--- Work task ---
Among the records below, find each line bearing the word "scale" and copy it.

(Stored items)
-- Opening Marker --
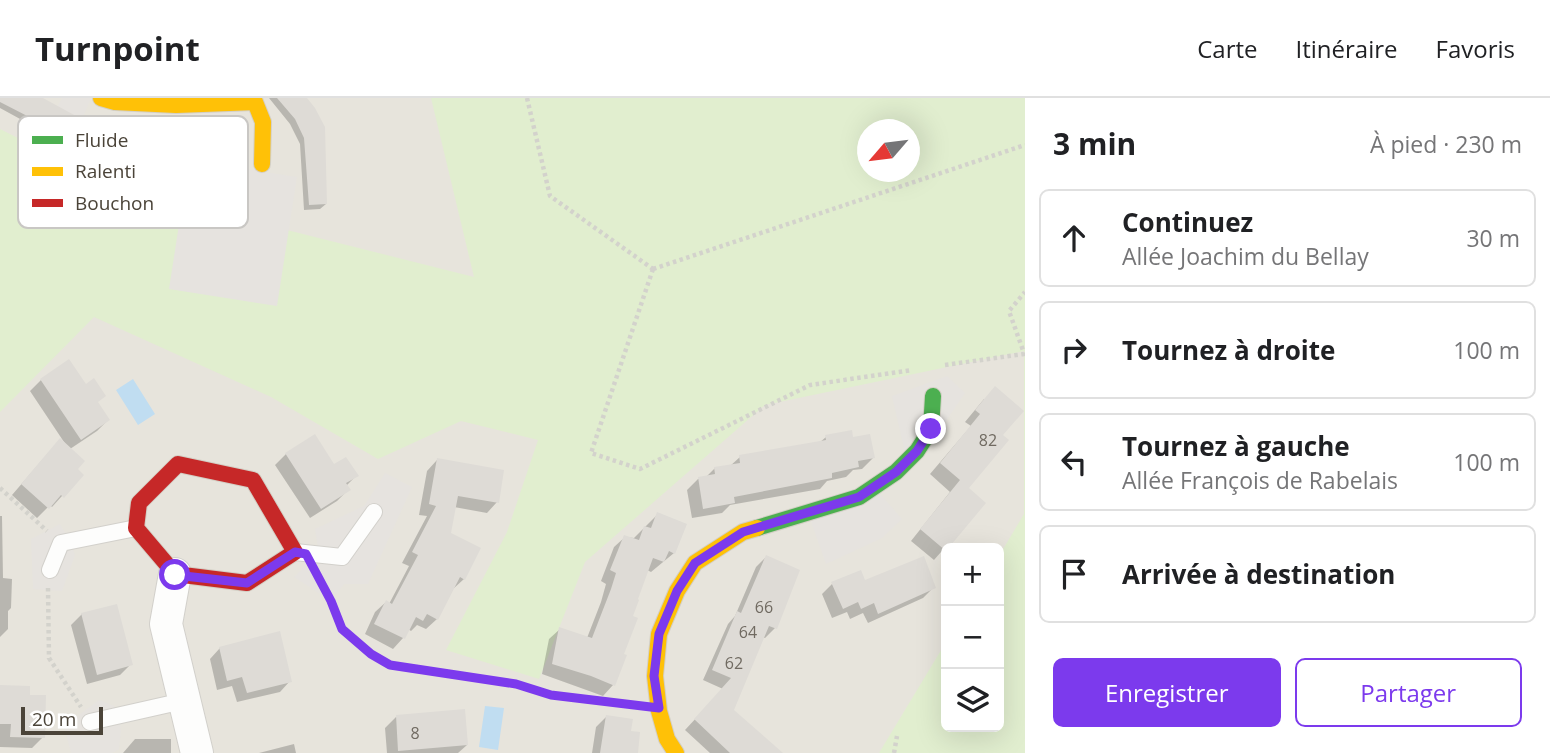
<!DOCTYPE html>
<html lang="fr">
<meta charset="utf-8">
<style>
:root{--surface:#fff;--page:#f2f2f2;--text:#202124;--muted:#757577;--line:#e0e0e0;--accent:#7c3aed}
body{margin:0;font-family:"Open Sans",sans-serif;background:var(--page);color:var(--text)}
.controls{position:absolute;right:21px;bottom:21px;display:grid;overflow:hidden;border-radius:10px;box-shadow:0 7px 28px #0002}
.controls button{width:63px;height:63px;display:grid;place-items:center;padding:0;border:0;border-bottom:2px solid var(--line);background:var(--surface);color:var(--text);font:35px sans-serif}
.compass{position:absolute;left:857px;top:21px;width:63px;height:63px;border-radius:50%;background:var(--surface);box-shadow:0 7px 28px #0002;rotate:242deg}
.scale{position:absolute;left:21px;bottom:18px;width:82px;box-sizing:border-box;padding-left:7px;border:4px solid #4b4439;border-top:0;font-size:19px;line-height:24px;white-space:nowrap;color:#4b4439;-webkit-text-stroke:5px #fff;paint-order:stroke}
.stop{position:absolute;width:21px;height:21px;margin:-16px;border:5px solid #7c3aed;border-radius:50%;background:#fff}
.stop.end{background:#7c3aed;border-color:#fff;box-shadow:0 2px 7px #0008}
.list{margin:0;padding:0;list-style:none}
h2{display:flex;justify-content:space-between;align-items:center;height:91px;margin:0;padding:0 28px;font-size:30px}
h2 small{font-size:23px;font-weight:400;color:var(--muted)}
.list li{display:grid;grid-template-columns:46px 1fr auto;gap:21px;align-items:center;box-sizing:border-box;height:98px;margin:0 14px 14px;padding:0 14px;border:2px solid var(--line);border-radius:10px}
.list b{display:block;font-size:26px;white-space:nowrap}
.list p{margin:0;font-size:23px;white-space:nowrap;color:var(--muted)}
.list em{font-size:23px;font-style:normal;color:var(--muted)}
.actions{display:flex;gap:14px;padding:21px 28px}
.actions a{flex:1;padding:16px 0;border:2px solid var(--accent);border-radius:10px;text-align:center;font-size:24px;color:var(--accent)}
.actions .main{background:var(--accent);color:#fff}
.icon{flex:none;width:38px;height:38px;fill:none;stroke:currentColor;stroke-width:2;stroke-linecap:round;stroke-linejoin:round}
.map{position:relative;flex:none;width:1025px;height:655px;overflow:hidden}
header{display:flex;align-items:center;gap:42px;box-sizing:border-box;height:98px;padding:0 35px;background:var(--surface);border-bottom:2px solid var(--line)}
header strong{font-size:33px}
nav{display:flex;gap:38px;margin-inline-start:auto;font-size:24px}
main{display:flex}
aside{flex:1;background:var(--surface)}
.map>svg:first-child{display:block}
.residential{fill:#e7e4dc;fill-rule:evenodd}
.green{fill:#e1eecf;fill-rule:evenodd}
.parking{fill:#e6e3df}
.water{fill:#c0ddf1}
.shadow{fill:#0003}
.building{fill:#dedbd6}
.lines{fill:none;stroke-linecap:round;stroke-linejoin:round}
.lane-casing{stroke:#d2d0cb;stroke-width:18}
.street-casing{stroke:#d2d0cb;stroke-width:34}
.fast-casing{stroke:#d3cfc5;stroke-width:18}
.slow-casing{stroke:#d3cfc5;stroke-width:18}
.jam-casing{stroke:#d3cfc5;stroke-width:18}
.path{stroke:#d3d2cc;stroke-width:4.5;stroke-dasharray:3.5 3.5;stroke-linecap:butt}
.lane{stroke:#fdfdfc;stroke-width:16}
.street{stroke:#fdfdfc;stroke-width:32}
.fast{stroke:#4caf50;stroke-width:16}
.slow{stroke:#ffc107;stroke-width:16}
.jam{stroke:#c62828;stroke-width:16}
.route{stroke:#7c3aed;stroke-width:9}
.labels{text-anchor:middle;stroke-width:5;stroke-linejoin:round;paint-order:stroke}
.number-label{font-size:16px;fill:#706a61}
.key{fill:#fff;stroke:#c9c7c4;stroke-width:2}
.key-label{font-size:19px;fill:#4b4439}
</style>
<header>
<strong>Turnpoint</strong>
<nav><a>Carte</a><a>Itinéraire</a><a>Favoris</a></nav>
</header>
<main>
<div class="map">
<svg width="1025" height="655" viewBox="0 0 1025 655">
<rect width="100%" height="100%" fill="#f4f2ee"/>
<path class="residential" d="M0,0H1025V655H0ZM867,32H909V74H867ZM946,450H999V629H946Z"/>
<path class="green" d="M431,0H1025V655H879L946,544V629H999V458L1024,416V253L765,307L585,464L539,581L446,552L507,434L538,342L461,323L378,361L271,299L94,219L0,314V31L116,89L474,179ZM867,32H909V74H867Z"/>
<path class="parking" d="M62,0H91L83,19L77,42L47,29Z
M228,6L211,49L198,51L196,27L204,7Z
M189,62L297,79L277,208L169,191Z
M947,278L965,295L916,367L907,363L892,298Z
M385,375L412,389L368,486H344L331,503L294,479L319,456L315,431L364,408Z
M874,389L902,421L882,440L826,466L808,415Z
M60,426L70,443L75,457L62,493L33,491L31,441Z
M99,602L114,608L119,618L121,633L119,651L112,655H71L64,628Z"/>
<path class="water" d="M133,281L155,316L138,327L116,292Z
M485,608L504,610L498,652L479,649Z"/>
<path class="shadow" d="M0,0H40L75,19L197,51L191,56L152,60L64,45L0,10Z
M269,0H304L326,106L320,111L304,112L300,46L290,26Z
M41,282L96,305L108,322L97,333L70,351L76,371L81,377L52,409L50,407L37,420L12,397L50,353L66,347L30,293Z
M984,301L1001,337L966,390L984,405L934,462L911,443L950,394L930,376L971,328L965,324Z
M826,339L852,341L873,360L862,371L853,372L846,379L827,383L820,391L730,407L722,415L692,420L687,392L698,381L706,379L715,370L730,368L740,359L819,345Z
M286,356L333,369L356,378L346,388L348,392L337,403L310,420L275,367Z
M437,362L497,404L487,415L454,409L449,436L464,481L453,491L437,521L426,531L417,527L411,533L408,531L403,540L393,551L365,536L375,514L386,504L389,506L409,468L402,465L427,418L419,417L427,373Z
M658,416L674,455L651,474L647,472L635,502L613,587L603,598L542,576L549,541L560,531L587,540L601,504L606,486L601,483L614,449L625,439L634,440Z
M0,418H2L3,480L12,481L11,510L8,513V531L0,539Z
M766,459L775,530L765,540L762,539L732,612L779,655H710L685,632L723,591L703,582L728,526L735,518L756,469Z
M864,484L934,489L923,500L868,525L863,515L850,521L847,514L832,520L822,496L832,486Z
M82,516L131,566L120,577L87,586L71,527Z
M220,550L290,583L280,594L237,604L232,588L217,592L210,561Z
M0,589L43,639L32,650L0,649Z
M607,618L629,634L637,655H592L596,629Z
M396,619L467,647L458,655H387L385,630Z
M135,641H171V655H123Z
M294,646L296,655H259Z"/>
<path class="building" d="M0,0H43L76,18L114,26L150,28L168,30L196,28L198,52L159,55L70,40L0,4Z
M277,0H307L315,10L325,29L327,106L309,107L304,40L295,21Z
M69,261L86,286L94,280L106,298L98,304L110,322L81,342L40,281Z
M995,288L1024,313L1003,337L1009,342L969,390L986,405L946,453L920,431L960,382L940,365L980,316L975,312Z
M852,332L853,339L870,336L875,360L858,363L859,369L832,375V380L734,399L735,405L703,411L698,379L715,376L714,369L740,365L739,357L826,342L825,337Z
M315,336L334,366L346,359L359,378L346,385L351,392L321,411L285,355Z
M60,340L85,363L78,371L84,377L64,400L61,397L49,411L21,386Z
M437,360L504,372L499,405L458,398L451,435L481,450L465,482L460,479L438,522L427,516L423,523L416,519L405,541L374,526L386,502L392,506L418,457L412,454L436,408L429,406Z
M657,414L687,426L675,456L669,453L664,464L653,460L638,501L639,502L633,518L638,520L624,556L627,557L615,588L591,578L552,566L559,529L592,540L611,491L616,475L610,472L624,437L639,442L644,428L651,430Z
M766,457L800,472L777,531L769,528L734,612L783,655H730L694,621L731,580L712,572L737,513L741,515Z
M924,458L936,490L878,516L874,505L861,511L858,504L843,511L831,484L861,472L865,482Z
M117,506L133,567L97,577L81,515Z
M280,533L292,584L247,595L242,579L227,583L219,549Z
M0,587L30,588V597H46L45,640L10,639L11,626H0Z
M465,611L468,647L398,653L396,617Z
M606,617L633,621L631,633L640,634L638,655H600Z"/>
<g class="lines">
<g class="lane-casing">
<path id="lane" d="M295,454L342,459L374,414
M50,472L61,445L136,430
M90,624L183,603"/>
</g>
<g class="street-casing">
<path id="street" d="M175,476L166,526L197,655"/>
</g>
<g class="fast-casing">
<path id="fast" d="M757,430L859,399L896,374L917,353L931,331L933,298"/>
</g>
<g class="slow-casing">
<path id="slow" d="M101,0L115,4L176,7L255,4L263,24L262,66
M676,655L667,641L659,613L655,578L659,536L677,493L695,465L743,434L757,430"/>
</g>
<g class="jam-casing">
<path id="jam" d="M178,366L253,382L295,454L247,485L175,476L136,430L139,405Z"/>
</g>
<path class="path" d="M527,0L550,98L653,171
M653,171L591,355L640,371L810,287L912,272
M653,171L1025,47
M1025,258L1009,213L1025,194
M945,267L1024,256
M0,390L47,433
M318,478L342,531L371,557L390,567L516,586L551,597L627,606
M48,490L49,560L81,609
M894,655L897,638"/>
<use href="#lane" class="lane"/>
<use href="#street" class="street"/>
<use href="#fast" class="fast"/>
<use href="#slow" class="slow"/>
<use href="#jam" class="jam"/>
</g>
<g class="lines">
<path class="route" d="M175,477L247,485L295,454L306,456L331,503L342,531L371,556L390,567L516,586L551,597L659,610L654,578L659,536L677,493L695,465L743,434L859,399L896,374L917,353L931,331"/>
</g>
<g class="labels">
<g class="number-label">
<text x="988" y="348">82</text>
<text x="764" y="515">66</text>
<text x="748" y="540">64</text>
<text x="734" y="571">62</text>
<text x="415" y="641">8</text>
</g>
</g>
<rect x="18" y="18" width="230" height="112" rx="10" class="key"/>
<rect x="32" y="38" width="31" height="8" fill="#4caf50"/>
<rect x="32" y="69" width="31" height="9" fill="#ffc107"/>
<rect x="32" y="101" width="31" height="8" fill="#c62828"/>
<g class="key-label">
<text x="75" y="49">Fluide</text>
<text x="75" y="80">Ralenti</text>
<text x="75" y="112">Bouchon</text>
</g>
</svg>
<div class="controls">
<button>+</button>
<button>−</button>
<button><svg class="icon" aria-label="layers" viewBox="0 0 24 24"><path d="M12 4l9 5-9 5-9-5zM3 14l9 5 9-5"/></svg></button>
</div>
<svg class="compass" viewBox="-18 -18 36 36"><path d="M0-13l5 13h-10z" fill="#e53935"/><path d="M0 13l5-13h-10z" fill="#757577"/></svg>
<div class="scale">20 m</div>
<div class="stop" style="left:175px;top:477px"></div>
<div class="stop end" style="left:931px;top:331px"></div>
</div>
<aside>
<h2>3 min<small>À pied · 230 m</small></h2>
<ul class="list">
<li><svg class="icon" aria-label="ahead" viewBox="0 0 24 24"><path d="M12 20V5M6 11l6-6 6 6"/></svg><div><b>Continuez</b><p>Allée Joachim du Bellay</p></div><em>30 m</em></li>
<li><svg class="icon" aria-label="right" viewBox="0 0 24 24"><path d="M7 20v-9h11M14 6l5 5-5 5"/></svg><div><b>Tournez à droite</b></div><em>100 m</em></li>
<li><svg class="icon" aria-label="left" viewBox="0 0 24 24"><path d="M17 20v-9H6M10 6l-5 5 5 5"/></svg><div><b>Tournez à gauche</b><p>Allée François de Rabelais</p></div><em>100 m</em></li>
<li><svg class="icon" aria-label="arrive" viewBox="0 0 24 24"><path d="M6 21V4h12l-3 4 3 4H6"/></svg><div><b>Arrivée à destination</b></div></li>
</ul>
<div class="actions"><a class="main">Enregistrer</a><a>Partager</a></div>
</aside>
</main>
-- Closing Marker --
--- Solution for this task ---
.scale{position:absolute;left:21px;bottom:18px;width:82px;box-sizing:border-box;padding-left:7px;border:4px solid #4b4439;border-top:0;font-size:19px;line-height:24px;white-space:nowrap;color:#4b4439;-webkit-text-stroke:5px #fff;paint-order:stroke}
<div class="scale">20 m</div>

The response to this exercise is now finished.